Action item:
Set down the entries once more, exactly as given.

Data supplied:
----

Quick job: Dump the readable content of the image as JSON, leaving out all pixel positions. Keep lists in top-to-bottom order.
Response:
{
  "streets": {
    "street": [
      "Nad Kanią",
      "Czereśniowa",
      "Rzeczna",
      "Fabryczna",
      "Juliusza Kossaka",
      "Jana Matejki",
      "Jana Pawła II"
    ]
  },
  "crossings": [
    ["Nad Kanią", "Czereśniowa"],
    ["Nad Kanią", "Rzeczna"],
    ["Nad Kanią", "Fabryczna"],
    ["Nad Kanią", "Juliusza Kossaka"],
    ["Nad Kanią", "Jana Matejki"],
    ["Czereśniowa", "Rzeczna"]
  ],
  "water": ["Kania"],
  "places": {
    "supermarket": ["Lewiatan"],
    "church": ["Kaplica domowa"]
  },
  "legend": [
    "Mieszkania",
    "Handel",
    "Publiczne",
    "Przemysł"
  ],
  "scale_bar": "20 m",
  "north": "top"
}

----

Result below:
Quick job: Dump the readable content of the image as JSON, leaving out all pixel positions. Keep lists in top-to-bottom order.
Response:
{
  "streets": {
    "street": [
      "Nad Kanią",
      "Czereśniowa",
      "Rzeczna",
      "Fabryczna",
      "Juliusza Kossaka",
      "Jana Matejki",
      "Jana Pawła II"
    ]
  },
  "crossings": [
    ["Nad Kanią", "Czereśniowa"],
    ["Nad Kanią", "Rzeczna"],
    ["Nad Kanią", "Fabryczna"],
    ["Nad Kanią", "Juliusza Kossaka"],
    ["Nad Kanią", "Jana Matejki"],
    ["Czereśniowa", "Rzeczna"]
  ],
  "water": ["Kania"],
  "places": {
    "supermarket": ["Lewiatan"],
    "church": ["Kaplica domowa"]
  },
  "legend": [
    "Mieszkania",
    "Handel",
    "Publiczne",
    "Przemysł"
  ],
  "scale_bar": "20 m",
  "north": "top"
}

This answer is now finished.